In our study, we have compared astrocytes cultured for almost two weeks after isolation from perinatal wildtype and Cx43 null mice with wildtype astrocytes maintained in culture for the same period but transfected for 48 hr with Cx43 siRNA, at time at which Cx43 expression was found to be maximally reduced by the siRNA. The results of this comparison indicate significant similarities between transcriptomes of SI and KO astrocytes as compared to WT, from which we conclude that transcriptomic changes in the Cx43 null mice are not simply due to developmental compensation for the missing gene. We acknowledge that additional experiments are necessary in order to rigorously establish the precise Gene Regulatory Networks involving Cx43 and their activation and inactivation kinetics. It would thus be desirable to quantify such gene interlinkages both at steady state and as changes resulting from perturbations evolve in response to temporally controlled Cx43 activation and inactivation.
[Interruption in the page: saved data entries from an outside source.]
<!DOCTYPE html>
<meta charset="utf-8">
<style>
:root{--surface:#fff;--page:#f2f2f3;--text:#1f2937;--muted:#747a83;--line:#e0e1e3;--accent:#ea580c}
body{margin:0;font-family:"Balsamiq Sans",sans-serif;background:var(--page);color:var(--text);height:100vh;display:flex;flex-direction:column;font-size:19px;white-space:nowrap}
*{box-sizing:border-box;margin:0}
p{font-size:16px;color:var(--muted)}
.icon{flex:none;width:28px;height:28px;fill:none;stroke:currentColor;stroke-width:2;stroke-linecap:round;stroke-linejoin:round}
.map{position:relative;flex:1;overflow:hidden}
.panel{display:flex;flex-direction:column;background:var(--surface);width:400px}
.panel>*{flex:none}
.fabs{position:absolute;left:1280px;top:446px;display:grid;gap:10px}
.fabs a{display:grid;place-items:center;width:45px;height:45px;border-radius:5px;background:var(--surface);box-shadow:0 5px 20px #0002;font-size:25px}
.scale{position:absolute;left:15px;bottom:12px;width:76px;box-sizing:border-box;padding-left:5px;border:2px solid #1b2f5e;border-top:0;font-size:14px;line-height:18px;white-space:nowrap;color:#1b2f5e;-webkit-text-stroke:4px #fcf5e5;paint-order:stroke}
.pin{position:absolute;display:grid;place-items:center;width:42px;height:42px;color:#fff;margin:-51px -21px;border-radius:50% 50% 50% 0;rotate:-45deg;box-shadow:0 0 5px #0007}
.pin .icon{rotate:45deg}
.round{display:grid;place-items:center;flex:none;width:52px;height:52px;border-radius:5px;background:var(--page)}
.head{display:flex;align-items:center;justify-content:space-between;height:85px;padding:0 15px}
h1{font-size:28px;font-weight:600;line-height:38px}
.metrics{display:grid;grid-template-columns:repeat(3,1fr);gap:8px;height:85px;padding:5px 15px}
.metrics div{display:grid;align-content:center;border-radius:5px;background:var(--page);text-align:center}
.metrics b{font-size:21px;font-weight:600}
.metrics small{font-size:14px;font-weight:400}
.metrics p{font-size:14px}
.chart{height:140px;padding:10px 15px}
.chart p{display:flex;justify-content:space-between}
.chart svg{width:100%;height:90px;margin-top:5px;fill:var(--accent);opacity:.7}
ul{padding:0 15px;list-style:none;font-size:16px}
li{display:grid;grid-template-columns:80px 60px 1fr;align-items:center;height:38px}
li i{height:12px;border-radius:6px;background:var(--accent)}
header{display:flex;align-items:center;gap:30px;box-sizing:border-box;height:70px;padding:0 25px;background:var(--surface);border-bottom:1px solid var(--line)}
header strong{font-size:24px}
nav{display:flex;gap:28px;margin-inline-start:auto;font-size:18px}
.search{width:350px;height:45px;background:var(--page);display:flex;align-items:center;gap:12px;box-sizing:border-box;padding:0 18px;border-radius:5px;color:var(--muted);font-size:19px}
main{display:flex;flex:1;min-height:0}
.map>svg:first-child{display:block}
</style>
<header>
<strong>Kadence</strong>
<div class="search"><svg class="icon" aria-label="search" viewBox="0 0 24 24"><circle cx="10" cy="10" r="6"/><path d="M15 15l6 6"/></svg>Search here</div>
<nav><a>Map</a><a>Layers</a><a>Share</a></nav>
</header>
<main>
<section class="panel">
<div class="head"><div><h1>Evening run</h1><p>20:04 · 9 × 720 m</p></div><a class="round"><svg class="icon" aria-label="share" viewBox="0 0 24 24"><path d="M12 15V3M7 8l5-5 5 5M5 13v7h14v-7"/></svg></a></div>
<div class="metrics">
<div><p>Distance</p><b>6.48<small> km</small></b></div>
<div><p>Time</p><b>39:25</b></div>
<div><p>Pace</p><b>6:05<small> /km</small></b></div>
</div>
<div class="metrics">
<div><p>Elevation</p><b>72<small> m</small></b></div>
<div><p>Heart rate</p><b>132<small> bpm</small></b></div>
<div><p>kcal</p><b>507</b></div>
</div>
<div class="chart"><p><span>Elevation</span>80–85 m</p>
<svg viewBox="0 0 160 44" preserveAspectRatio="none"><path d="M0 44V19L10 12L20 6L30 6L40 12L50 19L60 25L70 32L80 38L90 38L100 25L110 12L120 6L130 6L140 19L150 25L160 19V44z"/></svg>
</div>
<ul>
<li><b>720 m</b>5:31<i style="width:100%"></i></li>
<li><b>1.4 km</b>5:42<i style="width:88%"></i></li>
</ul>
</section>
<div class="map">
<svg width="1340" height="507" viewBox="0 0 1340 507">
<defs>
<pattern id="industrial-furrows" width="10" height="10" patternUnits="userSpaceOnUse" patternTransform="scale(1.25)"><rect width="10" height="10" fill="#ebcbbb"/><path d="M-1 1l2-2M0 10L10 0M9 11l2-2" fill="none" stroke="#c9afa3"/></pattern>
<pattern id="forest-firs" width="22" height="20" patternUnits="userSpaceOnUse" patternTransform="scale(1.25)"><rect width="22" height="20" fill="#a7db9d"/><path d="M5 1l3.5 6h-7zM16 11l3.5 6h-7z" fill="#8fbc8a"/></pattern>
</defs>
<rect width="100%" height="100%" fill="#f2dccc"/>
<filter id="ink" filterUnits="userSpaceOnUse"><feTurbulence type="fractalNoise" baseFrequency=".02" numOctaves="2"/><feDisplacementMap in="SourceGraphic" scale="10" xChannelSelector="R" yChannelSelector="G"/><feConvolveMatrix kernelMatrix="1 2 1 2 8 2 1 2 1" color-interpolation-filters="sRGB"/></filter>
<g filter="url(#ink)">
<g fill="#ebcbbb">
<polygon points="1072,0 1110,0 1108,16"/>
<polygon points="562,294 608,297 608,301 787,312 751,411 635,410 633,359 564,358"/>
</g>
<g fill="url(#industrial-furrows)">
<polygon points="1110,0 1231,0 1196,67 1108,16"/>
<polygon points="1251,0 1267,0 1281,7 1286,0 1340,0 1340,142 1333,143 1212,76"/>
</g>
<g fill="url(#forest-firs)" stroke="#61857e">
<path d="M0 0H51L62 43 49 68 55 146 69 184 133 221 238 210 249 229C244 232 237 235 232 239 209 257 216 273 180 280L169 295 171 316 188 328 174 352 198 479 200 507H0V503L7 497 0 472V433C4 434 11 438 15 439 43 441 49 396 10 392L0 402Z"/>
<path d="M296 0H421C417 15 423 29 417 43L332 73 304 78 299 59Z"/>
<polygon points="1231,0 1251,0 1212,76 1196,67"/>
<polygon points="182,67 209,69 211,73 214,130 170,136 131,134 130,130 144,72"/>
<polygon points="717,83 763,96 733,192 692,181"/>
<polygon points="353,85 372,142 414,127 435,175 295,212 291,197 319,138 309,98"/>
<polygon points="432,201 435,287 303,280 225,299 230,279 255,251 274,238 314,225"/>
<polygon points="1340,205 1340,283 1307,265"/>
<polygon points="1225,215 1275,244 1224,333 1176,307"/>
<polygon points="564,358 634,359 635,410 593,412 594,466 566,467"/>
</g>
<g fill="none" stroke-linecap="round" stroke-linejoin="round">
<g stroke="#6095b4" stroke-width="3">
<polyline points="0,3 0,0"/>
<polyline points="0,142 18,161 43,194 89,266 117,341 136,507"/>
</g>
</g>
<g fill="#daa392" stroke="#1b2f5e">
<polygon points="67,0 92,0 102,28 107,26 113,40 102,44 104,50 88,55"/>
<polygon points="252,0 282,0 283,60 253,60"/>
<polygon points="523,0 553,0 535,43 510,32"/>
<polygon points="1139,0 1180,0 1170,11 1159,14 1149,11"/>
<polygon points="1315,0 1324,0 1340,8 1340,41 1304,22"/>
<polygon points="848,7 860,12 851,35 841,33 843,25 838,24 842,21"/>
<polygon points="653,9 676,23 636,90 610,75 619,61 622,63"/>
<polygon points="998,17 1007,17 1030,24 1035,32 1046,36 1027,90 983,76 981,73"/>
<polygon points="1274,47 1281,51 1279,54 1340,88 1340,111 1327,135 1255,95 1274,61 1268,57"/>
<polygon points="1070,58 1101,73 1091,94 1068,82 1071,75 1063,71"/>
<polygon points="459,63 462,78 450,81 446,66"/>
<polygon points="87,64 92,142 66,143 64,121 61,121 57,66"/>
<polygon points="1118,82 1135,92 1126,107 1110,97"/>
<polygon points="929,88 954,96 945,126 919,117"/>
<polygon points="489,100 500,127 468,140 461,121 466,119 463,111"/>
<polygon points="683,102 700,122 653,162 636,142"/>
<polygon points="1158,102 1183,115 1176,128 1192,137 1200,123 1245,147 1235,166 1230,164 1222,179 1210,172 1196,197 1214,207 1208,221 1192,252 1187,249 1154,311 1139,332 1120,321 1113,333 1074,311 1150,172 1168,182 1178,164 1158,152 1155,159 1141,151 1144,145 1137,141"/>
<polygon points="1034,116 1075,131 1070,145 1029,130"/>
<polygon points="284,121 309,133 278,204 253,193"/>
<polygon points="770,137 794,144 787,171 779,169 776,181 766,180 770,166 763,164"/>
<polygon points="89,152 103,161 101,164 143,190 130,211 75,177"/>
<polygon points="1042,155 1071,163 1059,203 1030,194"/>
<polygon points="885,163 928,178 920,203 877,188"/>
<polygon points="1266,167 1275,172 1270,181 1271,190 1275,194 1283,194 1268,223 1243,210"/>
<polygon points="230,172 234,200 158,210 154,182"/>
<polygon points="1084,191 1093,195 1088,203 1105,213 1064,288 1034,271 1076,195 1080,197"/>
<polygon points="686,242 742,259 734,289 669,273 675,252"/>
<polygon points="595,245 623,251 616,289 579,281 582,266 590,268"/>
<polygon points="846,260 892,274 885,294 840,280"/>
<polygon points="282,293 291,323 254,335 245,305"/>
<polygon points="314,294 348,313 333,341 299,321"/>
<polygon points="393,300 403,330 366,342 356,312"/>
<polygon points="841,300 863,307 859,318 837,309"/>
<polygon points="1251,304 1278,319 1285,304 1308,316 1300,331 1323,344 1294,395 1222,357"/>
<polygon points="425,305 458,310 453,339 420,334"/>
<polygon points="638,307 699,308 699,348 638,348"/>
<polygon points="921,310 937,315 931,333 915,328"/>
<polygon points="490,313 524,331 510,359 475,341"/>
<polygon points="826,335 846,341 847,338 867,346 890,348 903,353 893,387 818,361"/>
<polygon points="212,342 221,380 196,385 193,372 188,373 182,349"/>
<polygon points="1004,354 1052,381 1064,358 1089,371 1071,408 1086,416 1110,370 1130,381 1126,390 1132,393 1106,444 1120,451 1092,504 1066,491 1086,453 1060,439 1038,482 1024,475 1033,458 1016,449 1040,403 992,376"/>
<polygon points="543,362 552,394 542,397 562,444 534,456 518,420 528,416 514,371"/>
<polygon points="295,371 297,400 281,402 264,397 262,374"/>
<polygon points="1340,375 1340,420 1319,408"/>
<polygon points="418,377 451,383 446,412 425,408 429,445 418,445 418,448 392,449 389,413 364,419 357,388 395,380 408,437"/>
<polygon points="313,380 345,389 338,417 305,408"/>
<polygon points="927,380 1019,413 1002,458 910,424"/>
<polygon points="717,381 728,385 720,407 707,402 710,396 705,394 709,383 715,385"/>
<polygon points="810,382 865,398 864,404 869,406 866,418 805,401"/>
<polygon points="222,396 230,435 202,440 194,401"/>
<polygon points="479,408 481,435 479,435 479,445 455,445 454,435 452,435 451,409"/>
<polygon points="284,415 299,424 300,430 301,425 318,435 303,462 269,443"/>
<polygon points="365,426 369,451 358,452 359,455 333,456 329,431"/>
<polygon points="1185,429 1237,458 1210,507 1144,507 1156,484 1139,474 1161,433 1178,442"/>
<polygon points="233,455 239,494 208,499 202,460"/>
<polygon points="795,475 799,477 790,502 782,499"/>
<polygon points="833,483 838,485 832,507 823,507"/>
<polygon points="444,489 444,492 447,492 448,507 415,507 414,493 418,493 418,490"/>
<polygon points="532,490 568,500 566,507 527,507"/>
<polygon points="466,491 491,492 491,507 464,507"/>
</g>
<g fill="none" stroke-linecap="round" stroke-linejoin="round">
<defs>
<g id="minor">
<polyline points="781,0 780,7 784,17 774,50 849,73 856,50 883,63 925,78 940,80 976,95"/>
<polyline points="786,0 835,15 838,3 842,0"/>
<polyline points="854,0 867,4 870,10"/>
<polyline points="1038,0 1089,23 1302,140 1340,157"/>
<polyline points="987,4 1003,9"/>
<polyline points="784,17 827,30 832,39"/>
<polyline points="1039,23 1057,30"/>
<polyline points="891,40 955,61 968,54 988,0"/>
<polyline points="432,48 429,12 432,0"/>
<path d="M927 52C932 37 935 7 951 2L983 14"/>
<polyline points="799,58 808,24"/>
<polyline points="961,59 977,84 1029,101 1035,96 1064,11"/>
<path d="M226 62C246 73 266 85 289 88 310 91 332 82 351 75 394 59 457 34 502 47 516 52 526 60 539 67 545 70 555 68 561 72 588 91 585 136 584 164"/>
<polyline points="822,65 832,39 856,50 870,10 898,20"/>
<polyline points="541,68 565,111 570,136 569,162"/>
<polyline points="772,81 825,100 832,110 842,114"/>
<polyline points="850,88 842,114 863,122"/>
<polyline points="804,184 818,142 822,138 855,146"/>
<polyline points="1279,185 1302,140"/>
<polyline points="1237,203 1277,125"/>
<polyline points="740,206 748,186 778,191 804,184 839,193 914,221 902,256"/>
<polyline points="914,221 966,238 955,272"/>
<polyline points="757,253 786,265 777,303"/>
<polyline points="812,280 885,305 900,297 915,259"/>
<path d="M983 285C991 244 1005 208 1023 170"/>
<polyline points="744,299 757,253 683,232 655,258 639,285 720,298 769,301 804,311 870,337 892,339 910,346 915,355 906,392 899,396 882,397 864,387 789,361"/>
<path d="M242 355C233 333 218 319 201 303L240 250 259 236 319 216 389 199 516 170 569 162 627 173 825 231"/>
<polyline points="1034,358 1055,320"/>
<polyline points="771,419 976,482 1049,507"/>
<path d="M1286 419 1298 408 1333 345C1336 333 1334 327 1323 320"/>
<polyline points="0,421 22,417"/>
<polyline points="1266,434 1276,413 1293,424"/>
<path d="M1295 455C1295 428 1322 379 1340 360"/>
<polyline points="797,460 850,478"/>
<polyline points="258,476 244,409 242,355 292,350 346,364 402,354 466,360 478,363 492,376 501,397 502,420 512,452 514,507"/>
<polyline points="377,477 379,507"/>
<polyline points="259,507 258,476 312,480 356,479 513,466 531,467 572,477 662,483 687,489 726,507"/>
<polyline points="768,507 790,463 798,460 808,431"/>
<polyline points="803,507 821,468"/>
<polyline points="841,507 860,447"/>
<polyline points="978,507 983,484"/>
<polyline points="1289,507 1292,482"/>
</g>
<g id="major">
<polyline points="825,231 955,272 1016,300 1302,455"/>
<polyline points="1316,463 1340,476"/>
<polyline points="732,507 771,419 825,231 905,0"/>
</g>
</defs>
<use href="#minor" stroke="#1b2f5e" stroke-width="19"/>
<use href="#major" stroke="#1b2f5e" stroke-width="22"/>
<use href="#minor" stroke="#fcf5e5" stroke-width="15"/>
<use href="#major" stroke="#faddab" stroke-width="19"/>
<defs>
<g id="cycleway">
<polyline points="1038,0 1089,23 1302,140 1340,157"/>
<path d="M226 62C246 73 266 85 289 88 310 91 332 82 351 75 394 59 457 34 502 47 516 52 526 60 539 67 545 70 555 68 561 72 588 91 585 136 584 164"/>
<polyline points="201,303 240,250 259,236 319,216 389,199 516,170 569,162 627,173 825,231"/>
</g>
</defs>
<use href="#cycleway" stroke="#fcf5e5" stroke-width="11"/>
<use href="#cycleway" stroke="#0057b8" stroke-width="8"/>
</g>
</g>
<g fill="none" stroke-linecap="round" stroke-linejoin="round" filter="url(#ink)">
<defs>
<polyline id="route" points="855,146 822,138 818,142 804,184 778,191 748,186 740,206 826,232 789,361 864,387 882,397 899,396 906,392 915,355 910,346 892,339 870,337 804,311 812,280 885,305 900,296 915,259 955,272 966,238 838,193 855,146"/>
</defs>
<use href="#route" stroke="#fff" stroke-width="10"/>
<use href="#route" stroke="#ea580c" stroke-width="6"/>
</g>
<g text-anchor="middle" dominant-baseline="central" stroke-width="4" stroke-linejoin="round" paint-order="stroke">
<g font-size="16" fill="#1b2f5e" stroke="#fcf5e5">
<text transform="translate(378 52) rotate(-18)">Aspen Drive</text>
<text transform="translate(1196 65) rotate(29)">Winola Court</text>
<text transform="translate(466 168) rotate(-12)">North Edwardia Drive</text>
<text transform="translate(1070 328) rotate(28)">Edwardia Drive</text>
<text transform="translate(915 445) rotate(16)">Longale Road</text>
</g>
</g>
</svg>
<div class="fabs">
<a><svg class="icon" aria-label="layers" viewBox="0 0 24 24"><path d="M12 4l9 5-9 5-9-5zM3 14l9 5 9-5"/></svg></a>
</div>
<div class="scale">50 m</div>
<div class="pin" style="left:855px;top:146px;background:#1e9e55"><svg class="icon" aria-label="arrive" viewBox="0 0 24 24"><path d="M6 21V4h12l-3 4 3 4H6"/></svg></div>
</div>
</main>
It will also be necessary to evaluate the impact of transfection with vector alone (as we have done previously: Iacobas et al. 2002) or with scrambled construct and to reintroduce Cx43 into the Cx43 null astrocytes.

Although the comparison reported here represents a single time point and therefore provides no information regarding sequence of gene alterations, the highly significant overlap that we observed not only in the regulated pattern but also in the changes in expression variability and coordination supports the conclusion that the gene interlinkage rather than the developmental compensatory mechanisms are responsible for the transcriptomic alterations in the Cx43 null astrocytes.

This study was supported by NIH grants HD32573, NS41282, and NS41023.